*** Opening of RECORDS FOR PROCESSING ***

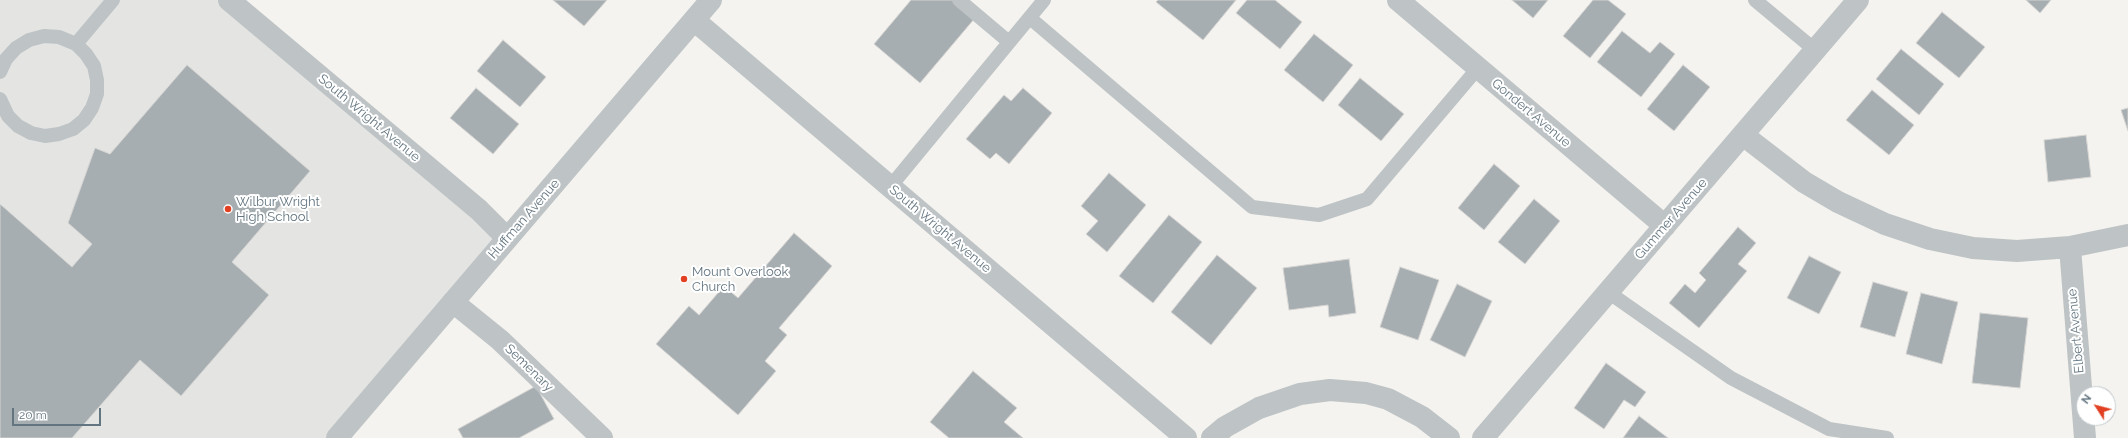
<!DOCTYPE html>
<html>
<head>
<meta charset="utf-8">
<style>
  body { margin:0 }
  #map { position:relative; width:2128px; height:438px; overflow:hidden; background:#f4f3ef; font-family:Raleway,sans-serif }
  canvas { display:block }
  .north { position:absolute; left:2076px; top:386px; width:40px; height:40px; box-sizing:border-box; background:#fff; border:1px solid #c1c8cc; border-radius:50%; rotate:306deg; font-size:11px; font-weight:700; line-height:16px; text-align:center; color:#637580 }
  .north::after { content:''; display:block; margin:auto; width:14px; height:18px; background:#e14122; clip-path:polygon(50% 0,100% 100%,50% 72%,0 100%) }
  .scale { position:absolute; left:12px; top:408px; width:89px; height:18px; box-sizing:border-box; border:2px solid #637580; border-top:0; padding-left:5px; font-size:12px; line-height:14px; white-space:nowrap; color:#637580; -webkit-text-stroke:3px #fff; paint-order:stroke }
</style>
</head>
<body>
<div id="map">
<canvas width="2128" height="438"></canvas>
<div class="north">N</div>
<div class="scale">20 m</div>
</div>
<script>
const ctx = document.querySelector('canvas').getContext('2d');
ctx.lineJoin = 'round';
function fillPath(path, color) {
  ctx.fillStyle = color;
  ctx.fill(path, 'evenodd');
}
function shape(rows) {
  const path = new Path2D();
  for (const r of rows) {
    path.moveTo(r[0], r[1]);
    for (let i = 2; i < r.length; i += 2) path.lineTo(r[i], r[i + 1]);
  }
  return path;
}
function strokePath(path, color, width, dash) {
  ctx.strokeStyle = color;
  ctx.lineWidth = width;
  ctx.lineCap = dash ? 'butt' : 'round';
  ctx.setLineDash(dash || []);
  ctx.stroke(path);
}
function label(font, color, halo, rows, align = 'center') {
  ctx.font = font + ' Raleway,sans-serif';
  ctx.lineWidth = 4;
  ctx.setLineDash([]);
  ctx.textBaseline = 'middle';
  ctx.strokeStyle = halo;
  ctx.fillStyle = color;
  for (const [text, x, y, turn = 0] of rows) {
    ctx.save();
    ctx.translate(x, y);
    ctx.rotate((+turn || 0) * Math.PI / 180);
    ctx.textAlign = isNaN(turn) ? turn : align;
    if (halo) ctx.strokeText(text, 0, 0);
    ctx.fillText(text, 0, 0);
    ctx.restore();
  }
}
fillPath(shape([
  [0,0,224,0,507,238,337,438,0,438]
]), '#e4e5e3');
const building = shape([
  [553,0,607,0,584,26,553,0],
  [911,0,954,0,975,18,920,83,874,44,911,0],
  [1158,0,1236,0,1203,40,1156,2,1158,0],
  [1247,0,1275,0,1302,22,1280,49,1236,13,1247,0],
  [1512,0,1548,0,1533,18,1512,0],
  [1593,0,1608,0,1626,14,1590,58,1563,36,1593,0],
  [2026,0,2051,0,2040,13,2026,0],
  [1942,12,1985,47,1959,78,1916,43,1942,12],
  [1622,31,1650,53,1660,42,1675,54,1641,97,1597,62,1622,31],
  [1314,34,1353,65,1323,102,1284,70,1314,34],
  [503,40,546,77,520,107,477,71,503,40],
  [1901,49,1944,84,1919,115,1876,79,1901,49],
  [187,65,310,171,232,262,269,295,181,396,140,360,72,438,0,438,0,204,72,267,92,244,68,223,95,148,110,154,187,65],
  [1683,65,1710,87,1674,131,1647,109,1683,65],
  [1360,78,1404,114,1381,141,1338,105,1360,78],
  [476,88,519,124,493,154,450,118,476,88],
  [1023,88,1052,113,1009,164,996,153,990,159,966,139,1004,95,1011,101,1023,88],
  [1872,90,1914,125,1889,155,1846,120,1872,90],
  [2128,108,2128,131,2121,110,2128,108],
  [2086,135,2091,177,2048,182,2044,140,2086,135],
  [1494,164,1520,186,1484,230,1458,208,1494,164],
  [1109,173,1146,205,1107,252,1086,234,1098,221,1081,206,1109,173],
  [1534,199,1560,221,1525,264,1498,242,1534,199],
  [1169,215,1202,242,1153,303,1119,276,1169,215],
  [1738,227,1756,243,1738,264,1747,271,1699,328,1669,303,1685,284,1695,293,1706,280,1699,273,1738,227],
  [794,233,832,266,779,328,787,335,765,361,776,371,738,415,656,344,689,306,699,315,724,286,738,298,794,233],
  [1217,255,1257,288,1211,345,1171,312,1217,255],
  [1809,256,1841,272,1819,314,1787,298,1809,256],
  [1349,259,1356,313,1329,317,1328,305,1289,310,1283,268,1349,259],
  [1400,267,1439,280,1418,340,1380,327,1400,267],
  [1873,282,1908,292,1895,337,1860,327,1873,282],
  [1457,284,1492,301,1465,357,1430,340,1457,284],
  [1921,293,1958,302,1942,364,1906,354,1921,293],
  [1980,313,2028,318,2020,388,1972,383,1980,313],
  [1606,363,1646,392,1635,407,1624,400,1604,429,1574,408,1606,363],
  [973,371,1017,408,1004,422,1023,438,949,438,930,422,973,371],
  [536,386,554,419,519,438,463,438,458,429,536,386],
  [1639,416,1668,438,1623,438,1639,416]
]);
fillPath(building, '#a6aeb2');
strokePath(building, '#d5d4d2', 1);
strokePath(shape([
  [959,0,1009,42],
  [1755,0,1815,50],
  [1030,18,1252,207,1319,215,1367,199,1478,68],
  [76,44,113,0],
  [0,72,6,59,16,48,29,40,44,36,59,37,76,44,86,54,94,66,97,80,97,94,92,108,84,120,73,129,59,134,45,136,31,133,18,126,8,116,0,99],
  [890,187,1044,0],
  [1608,292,1731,378,1829,429,1887,438]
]), '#bec3c5', 14);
strokePath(shape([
  [229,0,479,210,507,238],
  [1398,0,1665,226],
  [694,20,1186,438],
  [1743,135,1804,182,1838,202,1885,224,1930,239,1973,248,2017,251,2070,247,2128,235],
  [2070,247,2085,438],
  [453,302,500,340,602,438],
  [1212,438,1225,427,1259,408,1300,394,1330,390,1366,393,1388,399,1422,417,1449,438],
  [1483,438,1858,0]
]), '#bec3c5', 22);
strokePath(shape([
  [337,438,711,0]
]), '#bec3c5', 22);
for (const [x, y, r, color] of [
  [228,209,4,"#e14122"],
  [684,279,4,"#e14122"]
]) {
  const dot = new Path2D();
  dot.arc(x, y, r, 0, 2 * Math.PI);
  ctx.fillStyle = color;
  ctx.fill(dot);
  strokePath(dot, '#fff', 1.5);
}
label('13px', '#637580', '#fff', [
  ["Gondert Avenue",1531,113,40],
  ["South Wright Avenue",369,118,40],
  ["Huffman Avenue",524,219,-49],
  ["Gummer Avenue",1671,219,-49],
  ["South Wright Avenue",940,229,40],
  ["Elbert Avenue",2076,331,-95],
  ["Semenary",529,368,44]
]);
label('13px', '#637580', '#fff', [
  ["Wilbur Wright",236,202],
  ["High School",236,217],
  ["Mount Overlook",692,272],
  ["Church",692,287]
], 'left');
</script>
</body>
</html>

*** Close of RECORDS FOR PROCESSING ***

*WHAT YOU SHOULD DO*: Where the material contains a line with "align", return that line.

*RESULT*:
  .north { position:absolute; left:2076px; top:386px; width:40px; height:40px; box-sizing:border-box; background:#fff; border:1px solid #c1c8cc; border-radius:50%; rotate:306deg; font-size:11px; font-weight:700; line-height:16px; text-align:center; color:#637580 }
function label(font, color, halo, rows, align = 'center') {
    ctx.textAlign = isNaN(turn) ? turn : align;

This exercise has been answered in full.